Let $\phi:R\rightarrow S$ be a homomorphism and $S$ an $R-$algebra. Moreover, let $T\subseteq R$ be a multiplicative group. Prove that $T^{-1}S$ is a $T^{-1}R$ algebra and that $T^{-1}S\simeq \phi(T)^{-1}S$.
I was able to prove the first part (straight from definition). The other part is where I'm having problems. I defined $\varphi:T^{-1}S\rightarrow \phi(T)^{-1}S$, $\varphi(\frac{s}{t})=\frac{s}{\phi(t)}$. This is obviously a surjective homomorphism but I wasn't able to prove that its $1-1$. I assumed $\frac{s}{\phi(t)}=\frac{s'}{\phi(t')}$, therefore there exists $\phi(m)$ s.t $\phi(m)(\phi(t')s-\phi(t)s')=0$ but wasn't able to take it from there.
Another approach I tried was showing that both $T^{-1}S$ and $\phi(T)^{-1}S$ are solutions to the universal property of the same localization problem, but that didn't work out either.

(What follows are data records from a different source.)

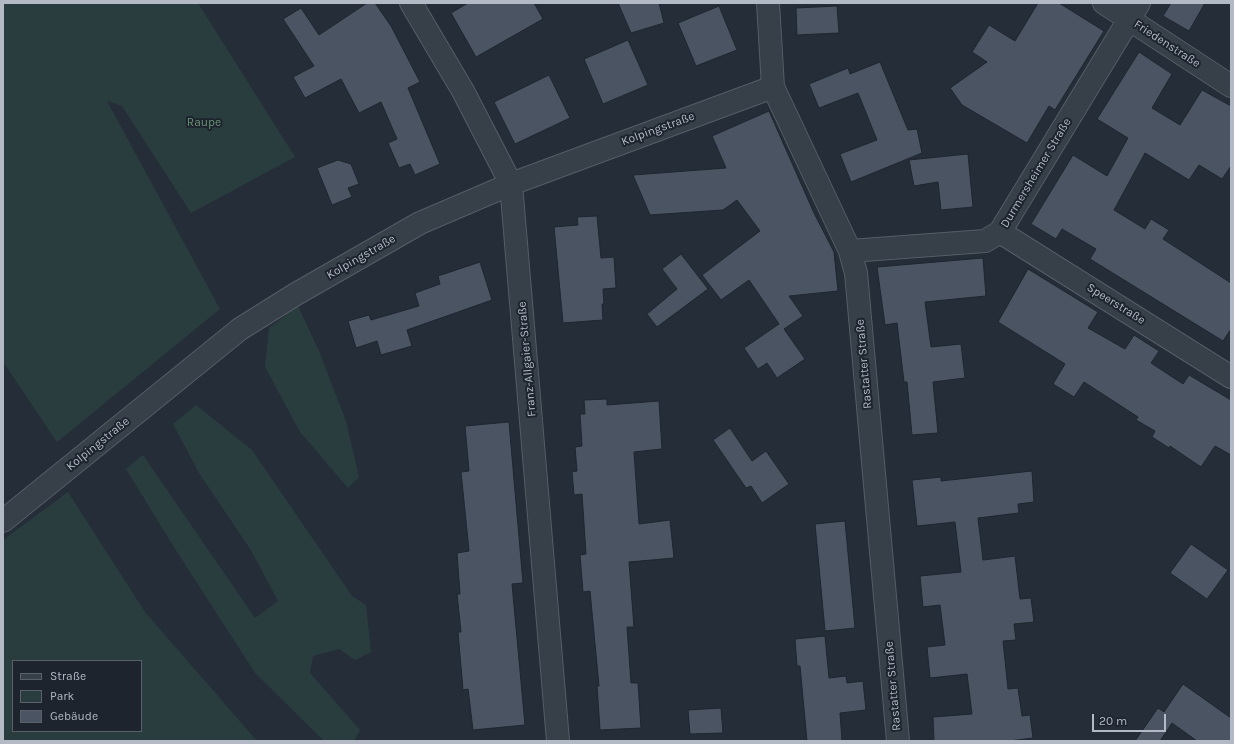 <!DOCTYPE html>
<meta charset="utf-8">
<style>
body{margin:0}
#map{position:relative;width:1234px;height:744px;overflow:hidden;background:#242d38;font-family:Karla,sans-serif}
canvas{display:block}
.frame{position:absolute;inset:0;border:4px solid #b3bac5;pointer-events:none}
.legend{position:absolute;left:12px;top:660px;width:130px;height:72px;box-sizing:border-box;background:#1d242e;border:1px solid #59606a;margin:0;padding:5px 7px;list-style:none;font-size:12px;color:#b3bac5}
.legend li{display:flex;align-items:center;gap:8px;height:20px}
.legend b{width:20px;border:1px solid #59606a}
.scale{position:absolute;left:1092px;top:714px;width:74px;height:18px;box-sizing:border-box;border:2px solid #b3bac5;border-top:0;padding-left:5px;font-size:12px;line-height:14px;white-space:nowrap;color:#b3bac5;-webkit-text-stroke:3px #1d242e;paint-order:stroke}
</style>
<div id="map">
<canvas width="1234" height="744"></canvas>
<div class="frame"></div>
<ul class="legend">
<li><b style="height:5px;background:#373f49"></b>Straße</li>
<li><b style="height:11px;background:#2a3d3e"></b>Park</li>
<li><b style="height:11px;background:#4a5462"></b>Gebäude</li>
</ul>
<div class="scale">20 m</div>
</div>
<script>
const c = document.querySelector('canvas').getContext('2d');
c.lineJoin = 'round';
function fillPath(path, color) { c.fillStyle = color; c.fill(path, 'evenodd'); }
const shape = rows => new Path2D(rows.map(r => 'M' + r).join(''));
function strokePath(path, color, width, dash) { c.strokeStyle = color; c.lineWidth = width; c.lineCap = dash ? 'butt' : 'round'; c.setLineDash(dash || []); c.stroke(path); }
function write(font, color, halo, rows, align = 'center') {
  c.font = font + ' Karla,sans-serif'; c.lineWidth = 4; c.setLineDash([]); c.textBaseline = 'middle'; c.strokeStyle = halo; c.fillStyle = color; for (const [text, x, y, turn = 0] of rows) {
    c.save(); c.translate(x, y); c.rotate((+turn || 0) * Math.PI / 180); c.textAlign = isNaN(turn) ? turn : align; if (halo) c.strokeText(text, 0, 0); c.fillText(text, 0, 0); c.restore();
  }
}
fillPath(shape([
 [3,3,198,3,295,157,191,213,122,106,107,101,220,309,57,442,3,362],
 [298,306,319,351,346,421,359,477,348,488,300,432,265,367,269,328],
 [196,405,252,450,352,596,366,605,371,652,355,660,339,649,313,656,310,673,360,730,354,741,324,741,255,673,172,544,126,469,143,455,255,618,278,601,252,552,199,473,173,424],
 [68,492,145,612,257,741,3,741,3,540],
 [13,661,141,661,141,731,13,731]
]), '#2a3d3e');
const building = shape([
 [367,3,375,3,391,26,420,82,408,88,440,164,415,175,410,164,399,168,388,143,397,139,381,102,359,113,341,79,305,98,293,77,314,66,283,19,301,8,319,35,367,3],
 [468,3,534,3,543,19,476,57,451,13,468,3],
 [618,3,659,3,664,23,631,33,618,3],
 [1038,3,1059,3,1104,31,1055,110,1049,106,1027,143,962,105,950,88,987,62,972,52,989,25,1015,41,1038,3],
 [1171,3,1205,3,1189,31,1163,16,1171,3],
 [719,6,737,50,696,66,678,23,719,6],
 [837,6,839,33,797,35,796,8,837,6],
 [628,40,648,85,603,104,584,59,628,40],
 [1139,52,1172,74,1152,108,1180,125,1202,90,1231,106,1231,166,1222,179,1199,165,1189,180,1145,153,1114,210,1145,229,1151,219,1169,230,1163,239,1231,283,1231,329,1223,341,1090,259,1096,249,1062,229,1056,239,1031,224,1073,155,1107,176,1128,138,1097,119,1139,52],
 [880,62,908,130,917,129,922,153,851,182,840,154,877,140,858,93,819,108,809,84,848,68,850,74,880,62],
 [549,75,570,118,515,144,494,102,549,75],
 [769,111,814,213,834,252,838,291,789,296,803,316,784,329,805,359,777,378,767,363,758,369,744,348,779,324,749,280,721,300,702,275,760,231,737,200,723,210,650,215,633,175,726,168,712,136,769,111],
 [968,154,973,207,941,210,938,182,914,186,909,160,968,154],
 [338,160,351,164,359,184,348,188,352,197,332,205,317,168,338,160],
 [597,216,601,258,614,257,616,288,603,289,604,304,602,304,603,320,563,323,554,227,578,225,577,217,597,216],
 [681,254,708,289,657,327,647,314,677,289,662,269,681,254],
 [983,258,986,296,925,302,931,347,961,344,965,378,933,382,938,433,912,435,907,382,904,382,897,323,885,325,877,267,983,258],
 [480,262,492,300,407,330,412,346,381,355,377,341,356,348,348,321,369,315,371,320,419,306,415,293,440,284,438,276,480,262],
 [1028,269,1098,312,1088,328,1125,349,1134,335,1159,351,1151,363,1183,384,1189,375,1231,400,1231,455,1215,446,1201,467,1170,446,1169,448,1152,437,1155,431,1136,420,1138,417,1084,382,1074,397,1053,384,1065,364,998,322,1028,269],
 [607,399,607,405,659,401,662,449,634,452,639,524,670,520,674,558,629,562,634,627,627,627,631,683,638,683,641,728,600,730,597,686,599,686,590,591,583,592,580,555,586,554,582,494,574,495,572,472,577,471,575,447,582,446,580,414,585,414,584,400,607,399],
 [509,422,523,583,512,584,525,725,473,730,468,689,463,690,458,632,461,632,457,594,460,594,457,553,469,551,461,472,469,471,465,426,509,422],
 [730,428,752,461,766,451,789,484,762,503,751,486,746,488,713,440,730,428],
 [1032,471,1034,502,1018,504,1019,513,978,518,983,560,1015,556,1020,599,1031,598,1034,622,1014,624,1016,640,1003,641,1008,689,1018,688,1022,716,1030,715,1033,738,1009,741,934,741,933,717,972,714,967,674,930,678,927,647,945,645,940,605,923,607,920,576,961,572,955,522,917,526,912,480,941,477,941,481,1032,471],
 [845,521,855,628,825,631,815,524,845,521],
 [1191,544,1228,570,1207,599,1170,573,1191,544],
 [825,636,829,678,846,676,847,683,863,681,866,710,840,713,842,741,807,741,800,666,797,666,795,639,825,636],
 [1183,684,1231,718,1231,741,1197,741,1172,723,1160,741,1135,741,1158,708,1164,712,1183,684],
 [721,708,723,733,690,734,688,710,721,708]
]);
fillPath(building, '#4a5462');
strokePath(building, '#1f2630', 1);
const minor = shape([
 [411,3,463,91,511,184,558,741],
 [768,3,773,87,850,251,856,273,898,741],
 [1104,3,1231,86],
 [1000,232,1231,377],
 [850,251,985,241,1000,232,1139,3],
 [3,521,240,329,296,294,420,223,511,184,773,87]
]);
strokePath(minor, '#565d67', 24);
strokePath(minor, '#373f49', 22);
write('12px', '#b3bac5', '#1d242e', [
 ["Friedenstraße",1167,44,33],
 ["Kolpingstraße",658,129,-20],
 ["Durmersheimer Straße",1036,173,-59],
 ["Kolpingstraße",361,257,-30],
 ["Speerstraße",1116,304,32],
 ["Franz-Allgaier-Straße",527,359,-95],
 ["Rastatter Straße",864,364,-95],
 ["Kolpingstraße",98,444,-39],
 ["Rastatter Straße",893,686,-95]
]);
write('12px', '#6c9475', '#1d242e', [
 ["Raupe",204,123]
]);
</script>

Any help would be appreciated.
What does $\frac{s}{t} = \frac{s'}{t'}$ mean? That there exists $m \in T$ such that $m \cdot (t' \cdot s - t \cdot s') = 0$. Here the $\cdot$ denotes the $R$-action on $S$. But by definition $r \cdot s = \phi(r)s$, so this equation is simply a restatement of $\phi(m)(\phi(t')s - \phi(t)s') = 0$.